Alex Bledsoe: Charles de Lint showed me that it was possible to combine the real world and fantasy and not have it sound like a bad attempt to write a storybook. Along with Alan Moore, he also demonstrated to me that nonhuman characters were capable of the same emotions as human beings, and thus were not that different, whether it be crow girls or Swamp Thing.
Leanna Renee Hieber: Edgar Allan Poe. When I first read him as a child, my world suddenly made sense, and exploded with artistic possibility. (Yes, I’ve always had a bit of a dark side) His language rich and beautiful and oh-so-haunting, it set me up to love Gothic, fantastical things. And now my career is in Gothic Victorian Fantasy with strong strains of light Horror, and the more I write, the more his influence becomes evident.

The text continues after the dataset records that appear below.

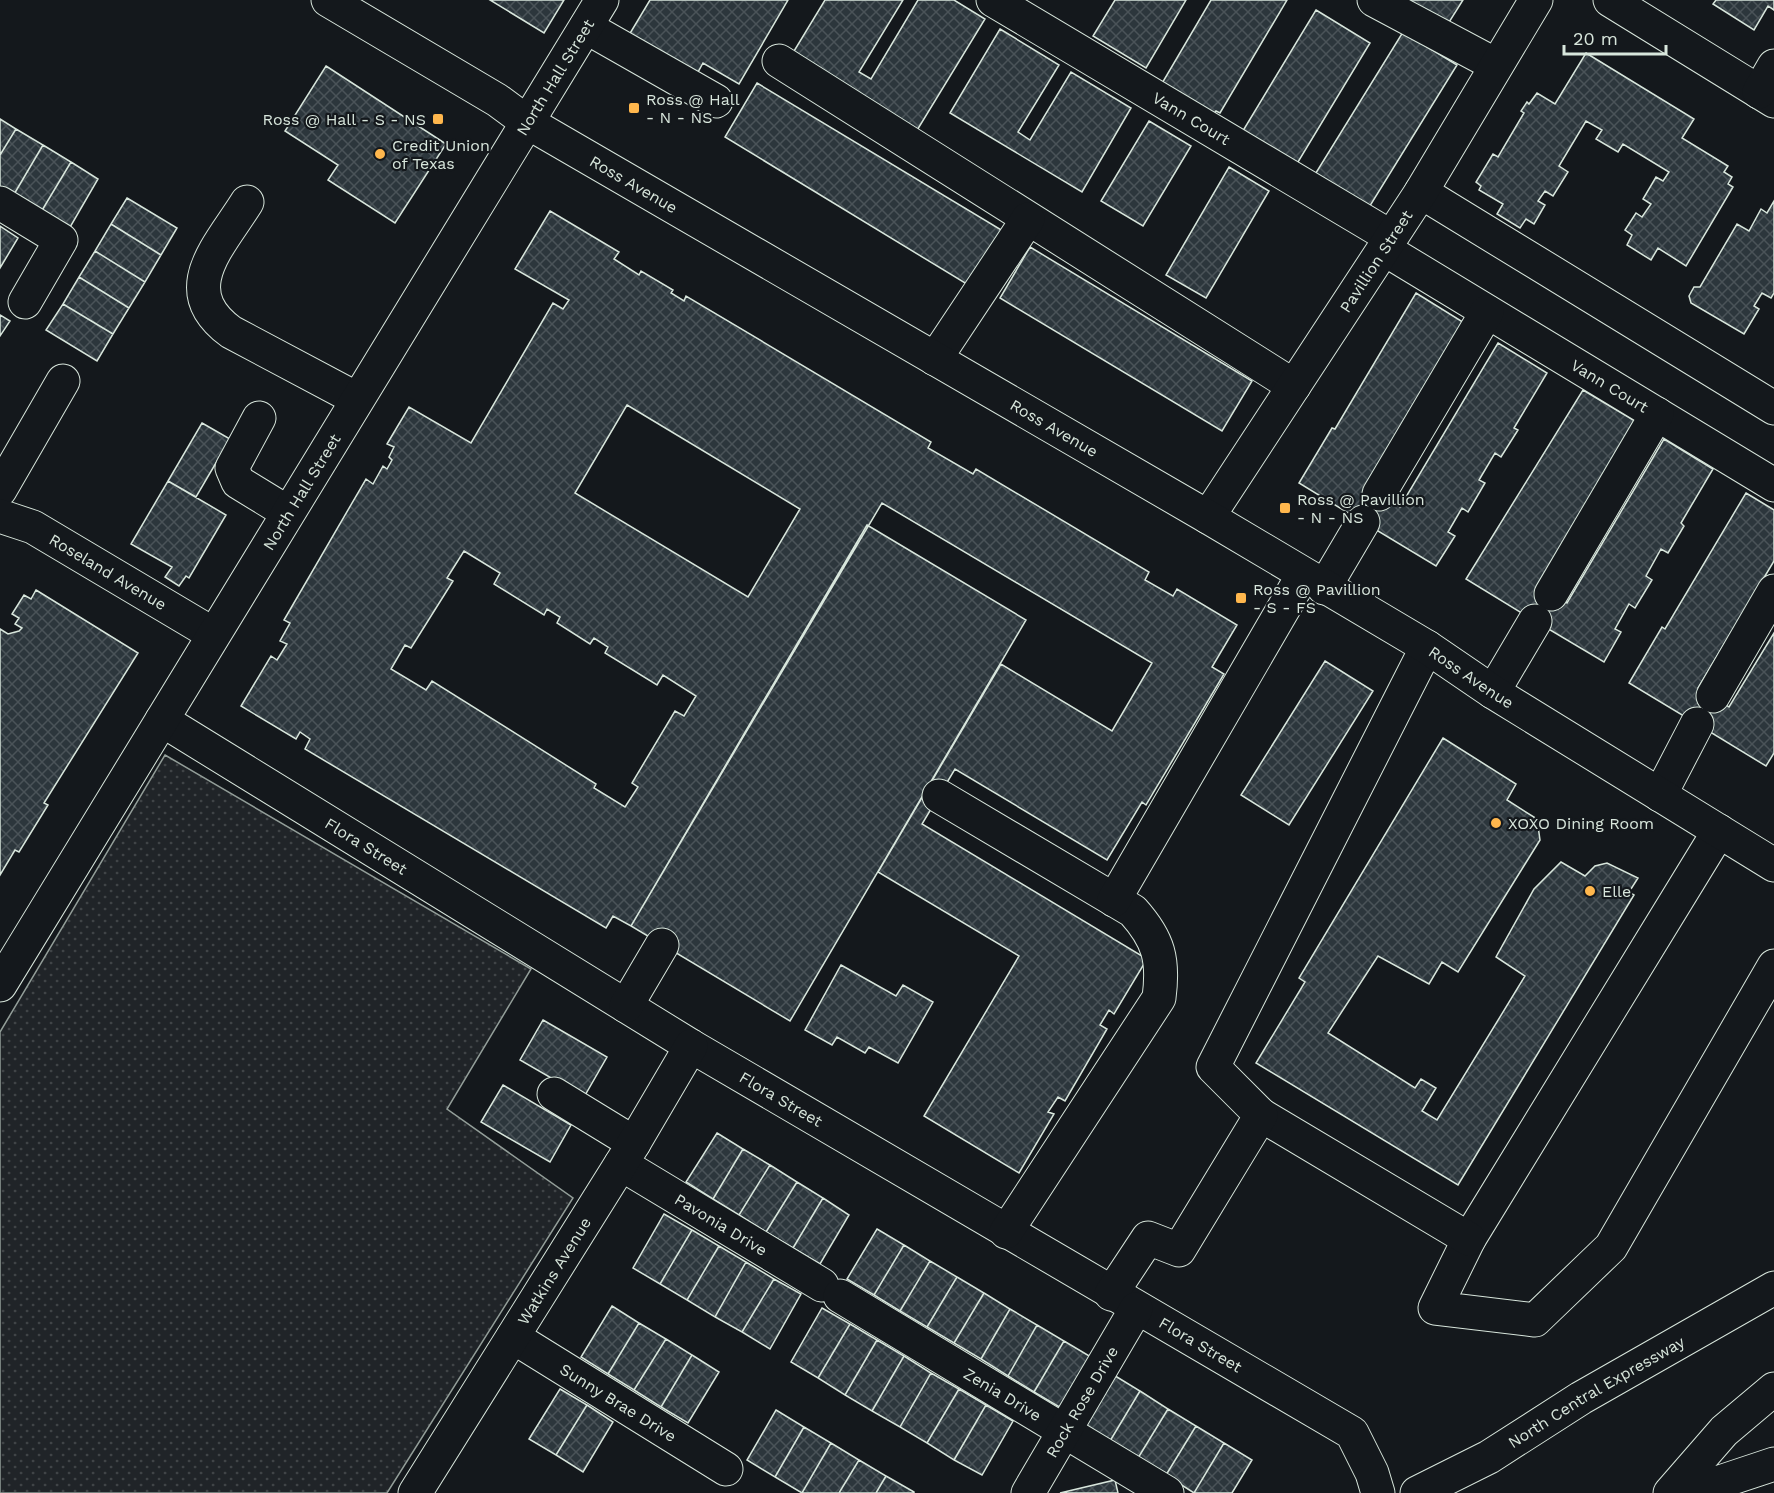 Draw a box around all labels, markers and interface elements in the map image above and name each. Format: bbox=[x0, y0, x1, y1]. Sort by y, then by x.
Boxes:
street label: North Hall Street bbox=[512, 15, 598, 139]
scale bar bbox=[1564, 18, 1666, 56]
text: 20 m bbox=[1573, 28, 1618, 49]
street label: Vann Court bbox=[1149, 88, 1234, 149]
place label: Ross @ Hall - N - NS bbox=[646, 90, 740, 127]
marker: Ross @ Hall - N - NS bbox=[627, 101, 641, 115]
place label: Ross @ Hall - S - NS bbox=[263, 110, 426, 129]
marker: Ross @ Hall - S - NS bbox=[431, 112, 445, 126]
place label: Credit Union of Texas bbox=[392, 136, 490, 173]
marker: Credit Union of Texas bbox=[373, 147, 387, 161]
street label: Ross Avenue bbox=[586, 151, 681, 217]
street label: Pavillion Street bbox=[1335, 206, 1416, 316]
street label: Vann Court bbox=[1568, 355, 1652, 416]
street label: Ross Avenue bbox=[1007, 395, 1101, 461]
street label: North Hall Street bbox=[259, 430, 344, 554]
place label: Ross @ Pavillion - N - NS bbox=[1297, 490, 1425, 527]
marker: Ross @ Pavillion - N - NS bbox=[1278, 501, 1292, 515]
street label: Roseland Avenue bbox=[46, 529, 170, 614]
place label: Ross @ Pavillion - S - FS bbox=[1253, 580, 1381, 617]
marker: Ross @ Pavillion - S - FS bbox=[1234, 591, 1248, 605]
street label: Ross Avenue bbox=[1425, 642, 1517, 712]
street label: Flora Street bbox=[322, 813, 411, 879]
place label: XOXO Dining Room bbox=[1508, 814, 1654, 833]
marker: XOXO Dining Room bbox=[1489, 816, 1503, 830]
place label: Elle bbox=[1602, 882, 1631, 901]
marker: Elle bbox=[1583, 884, 1597, 898]
street label: Flora Street bbox=[736, 1067, 826, 1131]
street label: Pavonia Drive bbox=[672, 1189, 771, 1259]
street label: Watkins Avenue bbox=[513, 1214, 595, 1328]
street label: Flora Street bbox=[1156, 1313, 1246, 1376]
street label: North Central Expressway bbox=[1504, 1331, 1688, 1452]
street label: Rock Rose Drive bbox=[1042, 1342, 1122, 1461]
street label: Sunny Brae Drive bbox=[557, 1359, 680, 1446]
street label: Zenia Drive bbox=[961, 1363, 1045, 1425]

Jim C. Hines: All of them. I find myself learning from pretty much every book I read, whether it’s Peter David’s use of humor, the warmth and heart of Janet Kagan’s work, the action and pacing of folks like Simon Green or J.K. Rowling… I can’t really point to any single author who’s had the greatest influence on my own writing. I try to learn from them all.

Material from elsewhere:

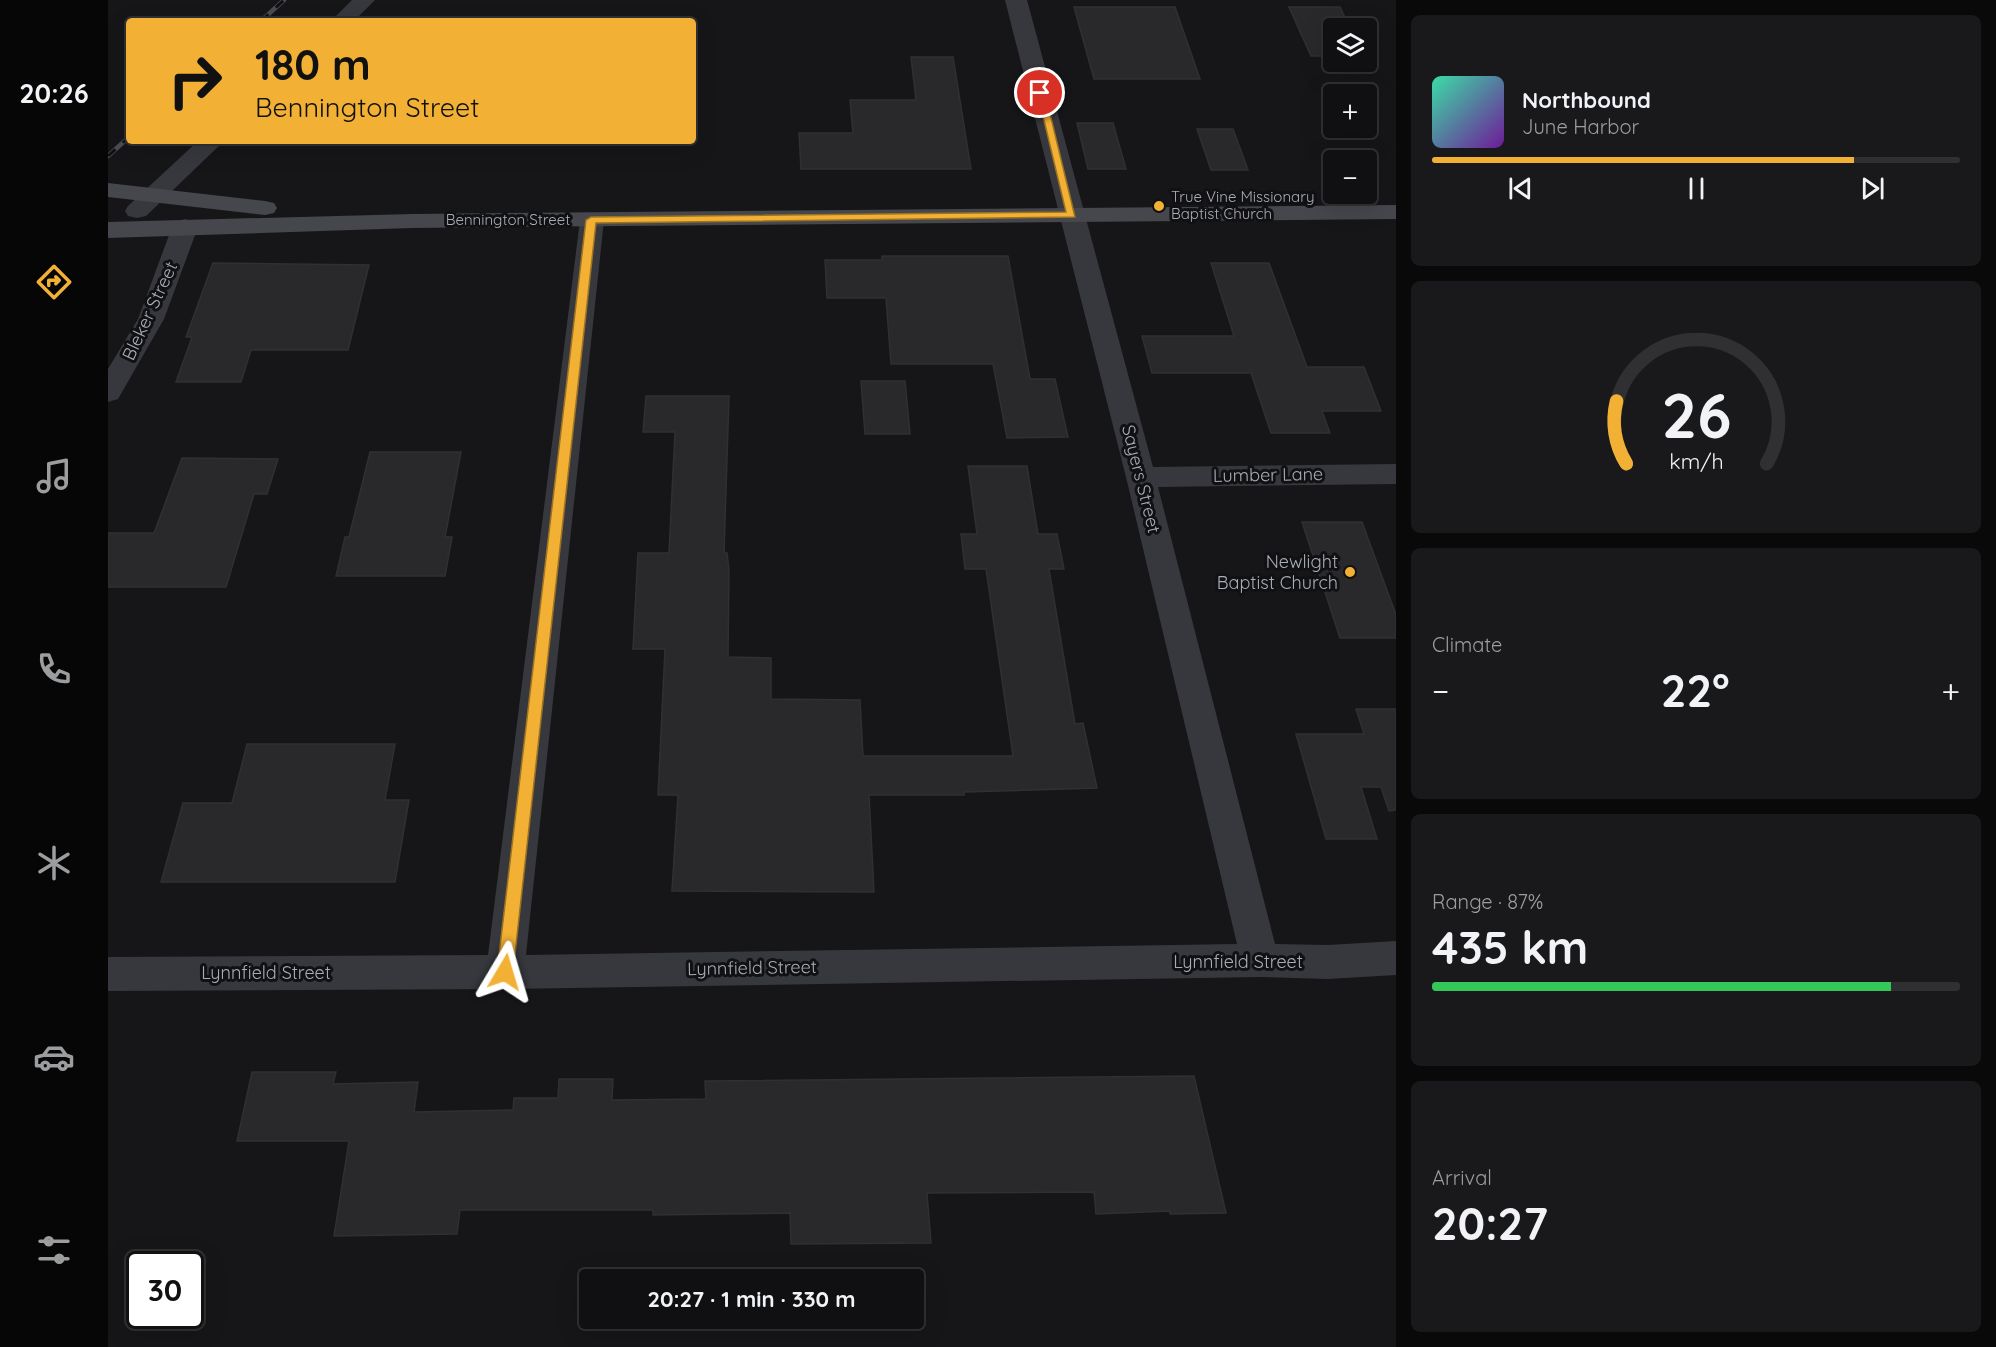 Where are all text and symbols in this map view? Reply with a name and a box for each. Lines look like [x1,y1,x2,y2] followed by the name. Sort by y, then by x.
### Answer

Eileen Kernaghan: Over the years I’ve learned from many writers, and I’ve experimented with many different voices, but Ursula LeGuin is the writer who has had the greatest influence on my style. I most admire in her work what I can only strive to emulate in my own — the precision of her language, the grace and clarity of her sentences, and her poet’s ear for the cadence of the lines.

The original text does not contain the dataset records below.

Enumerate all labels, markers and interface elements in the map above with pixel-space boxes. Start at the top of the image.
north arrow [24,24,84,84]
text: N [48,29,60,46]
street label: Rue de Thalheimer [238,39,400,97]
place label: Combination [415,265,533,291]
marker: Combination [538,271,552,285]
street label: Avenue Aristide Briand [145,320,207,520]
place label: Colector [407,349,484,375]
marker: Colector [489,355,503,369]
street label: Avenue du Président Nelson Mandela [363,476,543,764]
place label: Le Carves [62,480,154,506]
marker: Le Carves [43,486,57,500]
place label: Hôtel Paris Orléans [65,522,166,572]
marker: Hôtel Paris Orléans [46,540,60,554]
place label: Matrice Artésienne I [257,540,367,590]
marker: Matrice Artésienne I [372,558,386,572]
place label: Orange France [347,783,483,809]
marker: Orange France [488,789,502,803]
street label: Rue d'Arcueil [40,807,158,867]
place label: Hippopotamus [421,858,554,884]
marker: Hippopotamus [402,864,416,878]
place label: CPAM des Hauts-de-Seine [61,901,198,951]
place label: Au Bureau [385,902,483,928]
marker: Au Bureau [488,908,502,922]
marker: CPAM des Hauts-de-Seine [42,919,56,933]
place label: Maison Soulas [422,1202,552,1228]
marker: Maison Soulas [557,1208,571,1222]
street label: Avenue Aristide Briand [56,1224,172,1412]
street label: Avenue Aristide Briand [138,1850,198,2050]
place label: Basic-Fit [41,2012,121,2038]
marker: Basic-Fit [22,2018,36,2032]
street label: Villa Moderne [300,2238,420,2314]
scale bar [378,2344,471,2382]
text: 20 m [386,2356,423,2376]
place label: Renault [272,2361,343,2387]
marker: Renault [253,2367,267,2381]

E.E. Knight: “Style” can mean many things. If you restrict the meaning to prose style: clean sentences, vivid verbs, precise nouns, a nice cadence to the paragraphs and so on I’d have to give the laurels to Robert E. Howard. If “style” has a broader meaning, say “who influenced me to do genre-blending” I’d probably point to either Ray Bradbury or Richard Matheson as being the most influential. If you mean whose writing I try to emulate in its perfect combination of plot, character, and setting, it would be Richard Adams in Watership Down.
Skyler White: Marion Zimmer Bradley — for introducing me to the idea that old stories could be re-envisioned, Emma Bull — for heart and brio, and for the revelation that the old stories could live in modern context, and John Crowley for setting such a (damn) high bar of imagination, subtlety and beauty.
Janny Wurts: Roger Zelazny, for the genius of pursuing maverick originality, Dick Francis, for the value of characterization, Dorothy Dunnett, for sparkling prose, depths and layers of meaning and stunning plot twists, and J.R.R Tolkien, for demonstrating the power of original myth. No, these are not all “speculative fiction,” but since I read the fiction library regardless of genre, I have been inspired by too many authors to list.